Stored data:
▬▬▬

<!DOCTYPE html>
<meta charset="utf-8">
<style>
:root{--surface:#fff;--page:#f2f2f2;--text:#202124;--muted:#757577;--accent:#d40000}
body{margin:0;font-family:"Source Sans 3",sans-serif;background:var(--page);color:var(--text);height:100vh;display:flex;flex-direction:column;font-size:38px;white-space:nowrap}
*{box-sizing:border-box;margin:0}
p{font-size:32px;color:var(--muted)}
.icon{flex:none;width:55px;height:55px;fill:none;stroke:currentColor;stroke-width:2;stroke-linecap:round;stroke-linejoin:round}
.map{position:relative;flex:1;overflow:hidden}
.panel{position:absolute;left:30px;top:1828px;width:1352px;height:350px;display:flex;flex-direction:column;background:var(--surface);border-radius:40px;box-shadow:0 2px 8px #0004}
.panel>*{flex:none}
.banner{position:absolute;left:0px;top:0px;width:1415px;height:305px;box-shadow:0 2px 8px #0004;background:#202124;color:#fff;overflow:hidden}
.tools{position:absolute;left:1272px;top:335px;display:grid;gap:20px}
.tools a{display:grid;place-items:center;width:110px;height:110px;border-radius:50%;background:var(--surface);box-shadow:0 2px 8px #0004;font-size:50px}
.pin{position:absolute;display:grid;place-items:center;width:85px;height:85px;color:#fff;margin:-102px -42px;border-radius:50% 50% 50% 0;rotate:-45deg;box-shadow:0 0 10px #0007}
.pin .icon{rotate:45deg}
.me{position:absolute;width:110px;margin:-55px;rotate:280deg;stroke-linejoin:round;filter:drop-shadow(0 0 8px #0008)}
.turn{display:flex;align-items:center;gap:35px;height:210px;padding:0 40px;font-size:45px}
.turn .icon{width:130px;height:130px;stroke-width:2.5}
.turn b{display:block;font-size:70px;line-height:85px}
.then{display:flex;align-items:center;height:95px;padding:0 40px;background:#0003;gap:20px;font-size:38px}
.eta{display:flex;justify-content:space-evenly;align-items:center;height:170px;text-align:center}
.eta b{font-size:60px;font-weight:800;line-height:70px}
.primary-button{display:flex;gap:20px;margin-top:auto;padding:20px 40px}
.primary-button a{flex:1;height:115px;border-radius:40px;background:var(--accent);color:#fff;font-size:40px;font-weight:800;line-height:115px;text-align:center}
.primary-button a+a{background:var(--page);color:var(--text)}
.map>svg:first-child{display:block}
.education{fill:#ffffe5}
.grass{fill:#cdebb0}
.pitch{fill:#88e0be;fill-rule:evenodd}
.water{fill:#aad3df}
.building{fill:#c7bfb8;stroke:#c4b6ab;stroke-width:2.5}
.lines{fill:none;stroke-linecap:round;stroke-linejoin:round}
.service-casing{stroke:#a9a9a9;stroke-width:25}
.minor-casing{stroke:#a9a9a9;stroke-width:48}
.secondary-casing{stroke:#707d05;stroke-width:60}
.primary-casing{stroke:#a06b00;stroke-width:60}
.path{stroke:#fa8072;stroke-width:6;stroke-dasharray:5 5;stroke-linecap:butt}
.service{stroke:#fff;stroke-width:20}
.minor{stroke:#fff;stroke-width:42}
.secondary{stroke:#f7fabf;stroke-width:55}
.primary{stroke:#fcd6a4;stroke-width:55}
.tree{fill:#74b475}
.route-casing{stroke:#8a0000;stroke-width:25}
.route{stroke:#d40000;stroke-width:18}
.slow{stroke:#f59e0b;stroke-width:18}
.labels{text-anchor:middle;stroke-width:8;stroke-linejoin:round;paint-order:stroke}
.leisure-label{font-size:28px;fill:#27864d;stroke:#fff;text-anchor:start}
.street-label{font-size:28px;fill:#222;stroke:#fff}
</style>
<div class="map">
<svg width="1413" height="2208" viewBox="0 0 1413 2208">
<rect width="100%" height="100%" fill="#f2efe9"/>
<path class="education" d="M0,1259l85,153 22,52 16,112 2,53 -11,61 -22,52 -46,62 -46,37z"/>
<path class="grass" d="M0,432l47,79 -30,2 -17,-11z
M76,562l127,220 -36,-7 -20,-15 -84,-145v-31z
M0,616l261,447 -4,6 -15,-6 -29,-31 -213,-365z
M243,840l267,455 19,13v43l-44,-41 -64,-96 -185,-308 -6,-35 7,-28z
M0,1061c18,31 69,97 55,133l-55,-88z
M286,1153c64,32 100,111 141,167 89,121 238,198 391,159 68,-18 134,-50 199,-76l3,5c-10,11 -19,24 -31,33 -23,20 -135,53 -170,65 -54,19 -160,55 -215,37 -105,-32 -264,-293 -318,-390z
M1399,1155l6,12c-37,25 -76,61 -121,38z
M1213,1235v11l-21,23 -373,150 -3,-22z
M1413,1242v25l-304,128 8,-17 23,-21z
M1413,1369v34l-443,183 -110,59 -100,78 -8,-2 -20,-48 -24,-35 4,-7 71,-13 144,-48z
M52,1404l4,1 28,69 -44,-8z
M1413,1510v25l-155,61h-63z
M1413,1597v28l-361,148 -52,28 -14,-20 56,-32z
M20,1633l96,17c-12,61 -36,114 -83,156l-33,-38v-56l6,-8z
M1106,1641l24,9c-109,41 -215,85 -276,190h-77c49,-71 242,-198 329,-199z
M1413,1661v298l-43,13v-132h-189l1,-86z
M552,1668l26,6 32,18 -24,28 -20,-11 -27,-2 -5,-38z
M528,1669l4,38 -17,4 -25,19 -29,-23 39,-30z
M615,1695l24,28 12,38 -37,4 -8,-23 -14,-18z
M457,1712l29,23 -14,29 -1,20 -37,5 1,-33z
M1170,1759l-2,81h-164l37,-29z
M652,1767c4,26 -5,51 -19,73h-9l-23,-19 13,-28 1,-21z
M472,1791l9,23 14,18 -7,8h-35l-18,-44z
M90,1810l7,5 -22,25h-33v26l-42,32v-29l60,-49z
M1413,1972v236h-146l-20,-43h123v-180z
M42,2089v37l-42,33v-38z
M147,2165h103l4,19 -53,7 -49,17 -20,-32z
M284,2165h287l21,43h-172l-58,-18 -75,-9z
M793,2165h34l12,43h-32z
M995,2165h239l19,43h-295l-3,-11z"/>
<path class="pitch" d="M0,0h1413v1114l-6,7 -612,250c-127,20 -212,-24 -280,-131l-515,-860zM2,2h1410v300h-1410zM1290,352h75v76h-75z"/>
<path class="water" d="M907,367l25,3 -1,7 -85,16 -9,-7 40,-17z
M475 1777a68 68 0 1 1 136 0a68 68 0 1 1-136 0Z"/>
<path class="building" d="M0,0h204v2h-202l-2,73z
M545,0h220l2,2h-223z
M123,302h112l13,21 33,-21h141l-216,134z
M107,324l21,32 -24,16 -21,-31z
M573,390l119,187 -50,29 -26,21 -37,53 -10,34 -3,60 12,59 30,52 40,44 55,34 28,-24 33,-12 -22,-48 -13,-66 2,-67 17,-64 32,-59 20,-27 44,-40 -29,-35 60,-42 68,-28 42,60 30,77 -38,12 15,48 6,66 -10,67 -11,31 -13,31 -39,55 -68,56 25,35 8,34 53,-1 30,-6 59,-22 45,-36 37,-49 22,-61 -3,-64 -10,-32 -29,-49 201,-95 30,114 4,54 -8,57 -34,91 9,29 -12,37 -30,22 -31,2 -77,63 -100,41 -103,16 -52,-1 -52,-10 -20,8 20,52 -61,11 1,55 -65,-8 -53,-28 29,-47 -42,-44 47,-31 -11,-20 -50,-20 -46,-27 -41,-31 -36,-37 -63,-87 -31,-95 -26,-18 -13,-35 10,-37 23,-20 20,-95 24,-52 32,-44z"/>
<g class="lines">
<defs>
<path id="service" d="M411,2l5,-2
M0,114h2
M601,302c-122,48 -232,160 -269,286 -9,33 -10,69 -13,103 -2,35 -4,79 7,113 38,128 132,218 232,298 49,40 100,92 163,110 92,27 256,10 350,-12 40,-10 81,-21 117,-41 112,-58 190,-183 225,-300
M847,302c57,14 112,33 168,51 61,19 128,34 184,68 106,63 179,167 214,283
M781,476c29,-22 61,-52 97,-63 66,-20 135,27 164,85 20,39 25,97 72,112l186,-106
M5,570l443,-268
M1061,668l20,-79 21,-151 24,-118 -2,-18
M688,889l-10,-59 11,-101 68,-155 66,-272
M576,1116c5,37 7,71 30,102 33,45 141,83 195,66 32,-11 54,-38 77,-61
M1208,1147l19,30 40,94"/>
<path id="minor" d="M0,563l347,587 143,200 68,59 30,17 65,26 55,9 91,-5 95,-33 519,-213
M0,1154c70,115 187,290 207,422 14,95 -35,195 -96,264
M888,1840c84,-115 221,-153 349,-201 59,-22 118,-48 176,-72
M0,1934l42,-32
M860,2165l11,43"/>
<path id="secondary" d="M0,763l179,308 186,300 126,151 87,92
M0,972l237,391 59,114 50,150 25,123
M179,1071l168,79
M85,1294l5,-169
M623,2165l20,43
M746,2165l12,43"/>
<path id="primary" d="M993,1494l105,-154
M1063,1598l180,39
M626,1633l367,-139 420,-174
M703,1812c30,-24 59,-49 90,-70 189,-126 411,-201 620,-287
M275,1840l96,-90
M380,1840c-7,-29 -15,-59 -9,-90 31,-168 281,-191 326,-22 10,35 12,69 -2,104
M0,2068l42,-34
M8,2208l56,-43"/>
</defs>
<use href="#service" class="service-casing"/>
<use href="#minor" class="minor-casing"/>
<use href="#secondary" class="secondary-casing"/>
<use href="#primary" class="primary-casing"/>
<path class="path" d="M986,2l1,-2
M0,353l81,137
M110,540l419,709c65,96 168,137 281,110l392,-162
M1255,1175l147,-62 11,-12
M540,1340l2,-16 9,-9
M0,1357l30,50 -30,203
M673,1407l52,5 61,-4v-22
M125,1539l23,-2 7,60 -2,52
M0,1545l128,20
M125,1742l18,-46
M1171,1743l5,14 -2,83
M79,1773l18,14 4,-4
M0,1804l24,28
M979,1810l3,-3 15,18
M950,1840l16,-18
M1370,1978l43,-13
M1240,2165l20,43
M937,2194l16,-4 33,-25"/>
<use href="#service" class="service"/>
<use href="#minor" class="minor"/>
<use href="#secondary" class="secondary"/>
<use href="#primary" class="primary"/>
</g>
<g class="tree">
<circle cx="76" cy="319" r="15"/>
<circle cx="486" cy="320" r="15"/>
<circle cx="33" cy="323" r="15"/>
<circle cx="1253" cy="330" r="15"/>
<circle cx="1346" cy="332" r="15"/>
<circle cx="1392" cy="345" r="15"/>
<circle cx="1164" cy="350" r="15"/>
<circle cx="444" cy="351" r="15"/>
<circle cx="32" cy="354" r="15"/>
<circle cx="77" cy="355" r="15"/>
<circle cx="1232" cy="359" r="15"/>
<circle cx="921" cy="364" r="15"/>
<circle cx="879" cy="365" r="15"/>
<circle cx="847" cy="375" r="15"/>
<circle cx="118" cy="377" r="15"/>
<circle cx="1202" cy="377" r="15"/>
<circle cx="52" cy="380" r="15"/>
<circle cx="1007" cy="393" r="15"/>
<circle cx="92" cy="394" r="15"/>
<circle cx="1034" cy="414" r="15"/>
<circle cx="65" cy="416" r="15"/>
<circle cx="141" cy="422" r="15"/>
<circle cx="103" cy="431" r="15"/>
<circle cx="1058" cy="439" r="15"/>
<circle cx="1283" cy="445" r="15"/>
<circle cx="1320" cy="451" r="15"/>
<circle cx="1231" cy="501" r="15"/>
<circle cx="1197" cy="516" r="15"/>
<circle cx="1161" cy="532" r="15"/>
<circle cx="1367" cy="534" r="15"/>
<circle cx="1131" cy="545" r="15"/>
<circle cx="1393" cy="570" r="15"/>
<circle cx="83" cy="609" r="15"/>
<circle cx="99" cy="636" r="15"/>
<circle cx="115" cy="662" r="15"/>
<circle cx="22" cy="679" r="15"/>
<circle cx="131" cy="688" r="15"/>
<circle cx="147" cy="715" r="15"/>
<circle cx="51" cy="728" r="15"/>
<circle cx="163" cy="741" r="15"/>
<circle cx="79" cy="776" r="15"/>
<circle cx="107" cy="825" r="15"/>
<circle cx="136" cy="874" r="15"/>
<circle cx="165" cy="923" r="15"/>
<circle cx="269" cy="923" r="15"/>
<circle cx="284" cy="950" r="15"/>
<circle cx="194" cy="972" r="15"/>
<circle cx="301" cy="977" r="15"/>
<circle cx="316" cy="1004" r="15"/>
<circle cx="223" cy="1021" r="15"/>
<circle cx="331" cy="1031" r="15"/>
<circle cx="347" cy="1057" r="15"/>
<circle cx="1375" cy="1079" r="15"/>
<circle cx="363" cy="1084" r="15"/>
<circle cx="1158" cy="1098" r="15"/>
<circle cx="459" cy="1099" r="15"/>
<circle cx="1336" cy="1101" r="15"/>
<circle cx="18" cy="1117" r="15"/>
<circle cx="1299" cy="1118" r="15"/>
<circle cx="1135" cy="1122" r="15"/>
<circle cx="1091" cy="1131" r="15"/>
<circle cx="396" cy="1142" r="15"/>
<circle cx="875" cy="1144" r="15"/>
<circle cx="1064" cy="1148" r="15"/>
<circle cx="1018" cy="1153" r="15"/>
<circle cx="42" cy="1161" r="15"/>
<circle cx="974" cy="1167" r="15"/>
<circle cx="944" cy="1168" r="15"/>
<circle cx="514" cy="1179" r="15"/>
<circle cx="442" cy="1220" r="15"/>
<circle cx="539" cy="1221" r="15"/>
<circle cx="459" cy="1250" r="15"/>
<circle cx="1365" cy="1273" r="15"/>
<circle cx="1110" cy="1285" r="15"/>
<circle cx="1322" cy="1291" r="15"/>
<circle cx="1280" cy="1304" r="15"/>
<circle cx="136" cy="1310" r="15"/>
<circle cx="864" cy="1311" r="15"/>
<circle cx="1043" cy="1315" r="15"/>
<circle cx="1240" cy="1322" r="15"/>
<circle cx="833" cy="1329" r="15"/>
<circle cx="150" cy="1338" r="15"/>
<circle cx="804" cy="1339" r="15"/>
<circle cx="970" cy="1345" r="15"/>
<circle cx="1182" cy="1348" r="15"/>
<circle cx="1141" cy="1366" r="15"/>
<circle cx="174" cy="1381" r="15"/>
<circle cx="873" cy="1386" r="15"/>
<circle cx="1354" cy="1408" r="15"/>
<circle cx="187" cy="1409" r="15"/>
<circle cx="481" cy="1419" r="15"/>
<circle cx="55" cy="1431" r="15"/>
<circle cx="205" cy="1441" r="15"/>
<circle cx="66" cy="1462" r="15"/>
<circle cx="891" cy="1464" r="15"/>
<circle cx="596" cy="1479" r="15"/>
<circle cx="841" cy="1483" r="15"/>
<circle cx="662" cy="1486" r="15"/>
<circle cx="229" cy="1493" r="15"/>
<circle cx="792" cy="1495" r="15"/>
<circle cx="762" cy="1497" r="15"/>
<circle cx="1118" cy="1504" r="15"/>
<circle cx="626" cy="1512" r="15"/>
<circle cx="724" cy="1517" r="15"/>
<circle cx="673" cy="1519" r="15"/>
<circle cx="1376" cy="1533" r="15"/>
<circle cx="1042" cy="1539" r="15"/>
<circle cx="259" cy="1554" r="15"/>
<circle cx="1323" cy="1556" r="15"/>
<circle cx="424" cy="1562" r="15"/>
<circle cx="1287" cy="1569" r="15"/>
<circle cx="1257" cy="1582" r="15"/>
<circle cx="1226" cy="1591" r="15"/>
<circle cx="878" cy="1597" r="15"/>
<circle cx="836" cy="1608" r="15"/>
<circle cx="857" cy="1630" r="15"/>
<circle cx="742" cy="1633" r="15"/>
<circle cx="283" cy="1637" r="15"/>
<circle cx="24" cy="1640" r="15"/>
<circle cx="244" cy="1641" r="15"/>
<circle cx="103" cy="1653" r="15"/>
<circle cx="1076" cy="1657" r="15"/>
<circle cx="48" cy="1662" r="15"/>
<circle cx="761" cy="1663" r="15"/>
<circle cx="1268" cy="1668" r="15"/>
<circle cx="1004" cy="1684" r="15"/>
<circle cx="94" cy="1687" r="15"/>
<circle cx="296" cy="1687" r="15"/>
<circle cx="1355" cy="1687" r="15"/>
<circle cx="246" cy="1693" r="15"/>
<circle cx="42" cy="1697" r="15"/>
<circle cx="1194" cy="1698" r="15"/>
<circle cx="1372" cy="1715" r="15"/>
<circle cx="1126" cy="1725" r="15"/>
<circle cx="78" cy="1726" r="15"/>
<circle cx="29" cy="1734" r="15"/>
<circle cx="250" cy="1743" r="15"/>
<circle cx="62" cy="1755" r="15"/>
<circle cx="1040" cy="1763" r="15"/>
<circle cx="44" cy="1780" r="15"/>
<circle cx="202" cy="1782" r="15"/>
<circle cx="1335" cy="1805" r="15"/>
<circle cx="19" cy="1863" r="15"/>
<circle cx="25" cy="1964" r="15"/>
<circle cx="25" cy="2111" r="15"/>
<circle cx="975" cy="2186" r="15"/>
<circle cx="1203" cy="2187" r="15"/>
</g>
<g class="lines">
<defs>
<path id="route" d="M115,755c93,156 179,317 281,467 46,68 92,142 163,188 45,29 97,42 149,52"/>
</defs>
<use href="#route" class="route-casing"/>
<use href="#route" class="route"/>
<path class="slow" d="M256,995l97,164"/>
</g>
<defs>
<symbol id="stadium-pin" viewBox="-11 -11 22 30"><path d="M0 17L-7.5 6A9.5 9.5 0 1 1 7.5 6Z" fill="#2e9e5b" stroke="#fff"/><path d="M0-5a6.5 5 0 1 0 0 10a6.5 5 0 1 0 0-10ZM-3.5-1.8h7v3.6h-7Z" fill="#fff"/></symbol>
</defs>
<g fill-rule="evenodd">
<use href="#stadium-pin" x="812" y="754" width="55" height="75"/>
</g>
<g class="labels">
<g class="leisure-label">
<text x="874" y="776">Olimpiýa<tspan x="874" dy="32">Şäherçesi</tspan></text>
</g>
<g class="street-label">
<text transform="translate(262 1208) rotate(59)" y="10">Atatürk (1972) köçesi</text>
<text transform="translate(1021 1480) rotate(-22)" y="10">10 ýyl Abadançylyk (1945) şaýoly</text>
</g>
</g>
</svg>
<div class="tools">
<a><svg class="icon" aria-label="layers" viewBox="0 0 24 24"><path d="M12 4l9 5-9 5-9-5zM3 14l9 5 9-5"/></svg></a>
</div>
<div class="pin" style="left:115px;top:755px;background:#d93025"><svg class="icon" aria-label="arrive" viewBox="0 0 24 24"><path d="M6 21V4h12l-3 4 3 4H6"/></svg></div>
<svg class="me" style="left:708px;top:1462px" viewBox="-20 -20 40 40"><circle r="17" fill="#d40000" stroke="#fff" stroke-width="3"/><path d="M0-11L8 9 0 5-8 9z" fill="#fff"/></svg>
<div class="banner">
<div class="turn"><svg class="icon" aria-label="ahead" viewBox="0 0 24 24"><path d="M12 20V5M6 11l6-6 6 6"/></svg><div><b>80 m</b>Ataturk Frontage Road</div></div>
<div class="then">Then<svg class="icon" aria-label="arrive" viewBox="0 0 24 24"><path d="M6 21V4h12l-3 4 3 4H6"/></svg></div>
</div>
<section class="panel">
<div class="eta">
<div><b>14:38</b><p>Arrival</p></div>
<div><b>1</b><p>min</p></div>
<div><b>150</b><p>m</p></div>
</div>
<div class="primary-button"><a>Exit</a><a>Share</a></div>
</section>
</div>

▬▬▬

WHAT YOU SHOULD DO:
Tell how many lines of the data above include the string "space", with no other text in the answer.

EXERCISE OUTPUT:
2